Photo Store Server is responsible for accepting HTTP requests and translating them to the corresponding Haystack store operations. In order to minimize the number of I/Os required to retrieve photos, the server keeps an in-memory index of all photo offsets in the haystack store file. At startup, the server reads the haystack index file and populates the in-memory index. With hundreds of millions of photos per node (and the number will only grow with larger capacity drives), we need to make sure that the index will fit into the available memory. This is achieved by keeping a minimal amount of metadata in memory, just the information required to locate the images.

When a user uploads a photo, it is assigned a unique 64-bit id. The photo is then scaled down to 4 different sizes. Each scaled image has the same random cookie and 64-bit key, and the logical image size (large, medium, small, thumbnail) is stored in the alternate key. The upload server then calls the photo store server to store all four images in the Haystack.

The in-memory index keeps the following information for each photo:

Haystack uses the open source Google sparse hash data structure to keep the in-memory index small, since it only has 2 bits of overhead per entry.

Photo Store Write/Modify Operation

A write operation writes photos to the haystack and updates the in-memory index with the new entries. If the index already contains records with the same keys then this is a modification of existing photos and only the index records offsets are modified to reflect the location of the new images in the haystack store file. Photo store always assumes that if there are duplicate images (images with the same key) it is the one stored at a larger offset which is valid.

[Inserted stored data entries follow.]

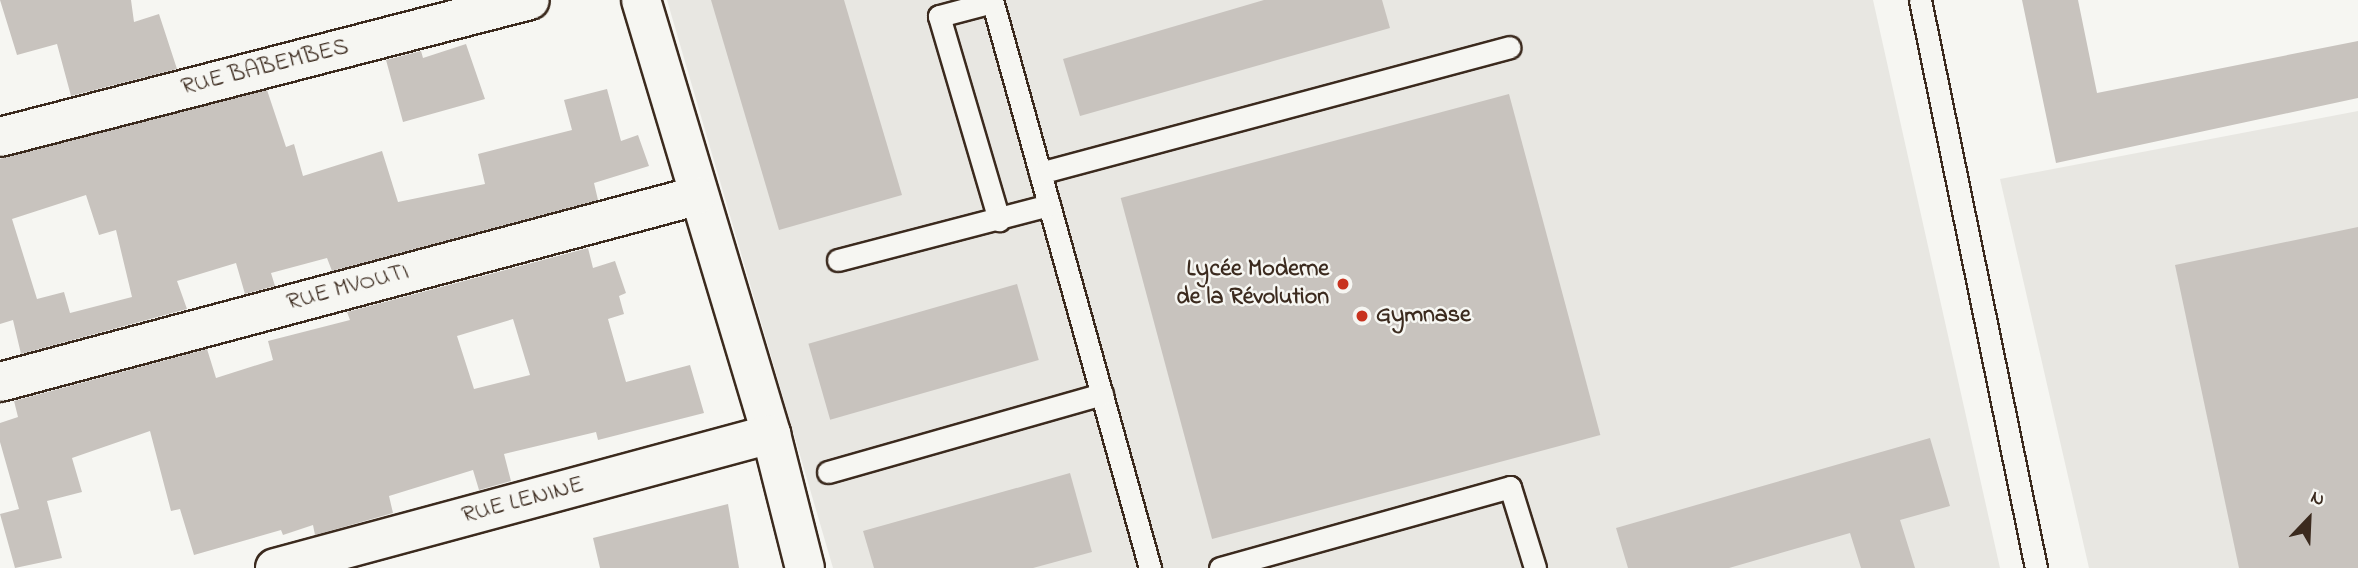 <!DOCTYPE html>
<html>
<head>
<meta charset="utf-8">
<style>
	body { margin:0 }
	#map { position:relative; width:2358px; height:568px; overflow:hidden; background:#f6f6f2; font-family:"Indie Flower",sans-serif }
	div>[style] { position:absolute }
	.built>* { inset:0; background:#e8e7e2 }
	.building>* { inset:0; background:#c8c3be; transform-origin:0 0 }
	.roads { filter:drop-shadow(2px 0 #3b2a1e) drop-shadow(-2px 0 #3b2a1e) drop-shadow(0 2px #3b2a1e) drop-shadow(0 -2px #3b2a1e) }
	.service>* { height:21px; margin:-10.5px; padding:0 10.5px; transform-origin:10.5px; border-radius:10.5px; background:#f6f6f2 }
	.minor>* { height:38px; margin:-19px; padding:0 19px; transform-origin:19px; border-radius:19px; background:#f6f6f2 }
	.dots>* { width:19px; height:19px; translate:-50% -50%; box-sizing:border-box; border:4px solid #f6f6f2; border-radius:50% }
	span { translate:-50% -50%; white-space:nowrap; text-align:center; line-height:1.15; -webkit-text-stroke:5px #f6f6f2; paint-order:stroke }
	.street-label { font-size:24px; color:#3b2a1e }
	.poi-label { font-size:24px; color:#3b2a1e; font-weight:700 }
	.right { translate:-100% -50%; text-align:right }
	.left { translate:0 -50%; text-align:left }
	.north { position:absolute; left:2274px; top:484px; width:70px; height:70px; -webkit-text-stroke:5px #f6f6f2; paint-order:stroke; rotate:23deg; font-size:19px; font-weight:700; line-height:28px; text-align:center; color:#3b2a1e }
	.north::after { content:''; display:block; margin:auto; width:24px; height:32px; background:#3b2a1e; clip-path:polygon(50% 0,100% 100%,50% 72%,0 100%) }
</style>
</head>
<body>
<div id="map">
	<div class="built">
		<div style="clip-path:polygon(667px 0,1873px 0,2000px 568px,833px 568px)"></div>
		<div style="clip-path:polygon(2358px 111px,2358px 568px,2089px 568px,2000px 179px)"></div>
	</div>
	<div class="building">
		<div style="clip-path:polygon(0 0,131px 0,134px 22px,159px 14px,177px 69px,71px 96px,57px 44px,17px 55px)"></div>
		<div style="clip-path:polygon(711px 0,844px 0,902px 195px,779px 230px)"></div>
		<div style="clip-path:polygon(1264px 0,1382px 0,1390px 28px,1080px 116px,1063px 59px)"></div>
		<div style="clip-path:polygon(2022px 0,2078px 0,2097px 93px,2358px 41px,2358px 98px,2056px 163px)"></div>
		<div style="clip-path:polygon(466px 44px,485px 99px,403px 122px,386px 60px,421px 51px,423px 58px)"></div>
		<div style="clip-path:polygon(evenodd,607px 89px,621px 141px,638px 135px,649px 166px,594px 183px,598px 200px,332px 271px,327px 258px,271px 273px,275px 286px,245px 294px,236px 263px,177px 281px,187px 309px,21px 354px,13px 320px,0 324px,0 159px,267px 90px,286px 147px,294px 144px,303px 176px,382px 151px,398px 202px,485px 184px,478px 154px,572px 130px,564px 100px,607px 89px,86px 195px,99px 235px,116px 230px,132px 297px,70px 313px,64px 292px,37px 299px,12px 219px,86px 195px)"></div>
		<div style="left:1509px;top:94px;width:353px;height:402px;rotate:75deg"></div>
		<div style="clip-path:polygon(2358px 227px,2358px 568px,2239px 568px,2175px 265px)"></div>
		<div style="clip-path:polygon(evenodd,588px 248px,593px 268px,615px 261px,626px 293px,619px 296px,624px 314px,608px 319px,626px 382px,690px 365px,704px 413px,598px 440px,596px 432px,504px 454px,511px 481px,479px 490px,473px 470px,389px 496px,393px 513px,315px 535px,313px 525px,283px 535px,281px 530px,194px 555px,180px 509px,171px 511px,150px 431px,72px 458px,82px 492px,47px 501px,62px 558px,15px 568px,0 514px,19px 509px,0 442px,0 423px,18px 417px,14px 401px,207px 349px,216px 378px,273px 360px,268px 341px,350px 320px,347px 312px,588px 248px,513px 319px,530px 375px,474px 389px,457px 336px,513px 319px)"></div>
		<div style="left:1017px;top:284px;width:79px;height:217px;rotate:74deg"></div>
		<div style="clip-path:polygon(1930px 438px,1950px 506px,1900px 520px,1915px 568px,1861px 568px,1850px 533px,1729px 568px,1628px 568px,1616px 528px)"></div>
		<div style="clip-path:polygon(1070px 473px,1092px 552px,1033px 568px,874px 568px,863px 531px)"></div>
		<div style="clip-path:polygon(728px 504px,739px 568px,600px 568px,593px 538px)"></div>
	</div>
	<div class="roads">
		<div class="service">
			<div style="left:992px;top:0;width:590px;rotate:74.46deg"></div>
			<div style="left:1920px;top:0;width:580px;rotate:78.46deg"></div>
			<div style="left:992px;top:2px;width:55px;rotate:165.2deg"></div>
			<div style="left:939px;top:16px;width:213px;rotate:73.6deg"></div>
			<div style="left:1040px;top:173px;width:486px;rotate:-15deg"></div>
			<div style="left:838px;top:260px;width:218px;rotate:-14.6deg"></div>
			<div style="left:828px;top:472px;width:285px;rotate:-15.9deg"></div>
			<div style="left:1220px;top:568px;width:301px;rotate:-15.6deg"></div>
			<div style="left:1510px;top:487px;width:85px;rotate:72.8deg"></div>
		</div>
		<div class="minor">
			<div style="left:641px;top:0;width:453px;rotate:73.3deg"></div>
			<div style="left:771px;top:434px;width:138px;rotate:75.8deg"></div>
			<div style="left:0;top:137px;width:547px;rotate:-14.49deg"></div>
			<div style="left:0;top:382px;width:720px;rotate:-14.96deg"></div>
			<div style="left:275px;top:568px;width:514px;rotate:-15.12deg"></div>
		</div>
	</div>
	<div class="dots">
		<div style="left:1343px;top:284px;background:#c8321e"></div>
		<div style="left:1362px;top:316px;background:#c8321e"></div>
	</div>
	<div class="street-label">
		<span style="left:265px;top:68px;rotate:-14deg">RUE BABEMBES</span>
		<span style="left:348px;top:288px;rotate:-15deg">RUE MVOUTI</span>
		<span style="left:523px;top:501px;rotate:-15deg">RUE LENINE</span>
	</div>
	<div class="poi-label">
		<span class="right" style="left:1329px;top:284px">Lycée Moderne<br>de la Révolution</span>
		<span class="left" style="left:1376px;top:316px">Gymnase</span>
	</div>
	<div class="north">N</div>
</div>
</body>
</html>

Photo Store Read Operation

The parameters passed to a read operation include haystack id and a photo key, size and cookie. The server performs a lookup in the in-memory index based on the photo key and retrieves the offset of the needle containing the requested image. If found it calls the haystack read operation to get the image. As noted above haystack delete operation doesn’t update the haystack index file record. Therefore a freshly populated in-memory index can contain stale entries for the previously deleted photos. Read of a previously deleted photo will fail and the in-memory index is updated to reflect that by setting the offset of the particular image to zero.

Photo Store Delete Operation

After calling the haystack delete operation the in-memory index is updated by setting the image offset to zero signifying that the particular image has been deleted.

Compaction

Compaction is an online operation which reclaims the space used by the deleted and duplicate needles (needles with the same key). It creates a new haystack by copying needles while skipping any duplicate or deleted entries. Once done it swaps the files and in-memory structures.

HTTP Server

The HTTP framework we use is the simple evhttp server provided with the open source libevent library. We use multiple threads, with each thread being able to serve a single HTTP request at a time. Because our workload is mostly I/O bound, the performance of the HTTP server is not critical.

Summary

Haystack presents a generic HTTP-based object store containing needles that map to stored opaque objects. Storing photos as needles in the haystack eliminates the metadata overhead by aggregating hundreds of thousands of images in a single haystack store file. This keeps the metadata overhead very small and allows us to store each needle’s location in the store file in an in-memory index. This allows retrieval of an image’s data in a minimal number of I/O operations, eliminating all unnecessary metadata overhead.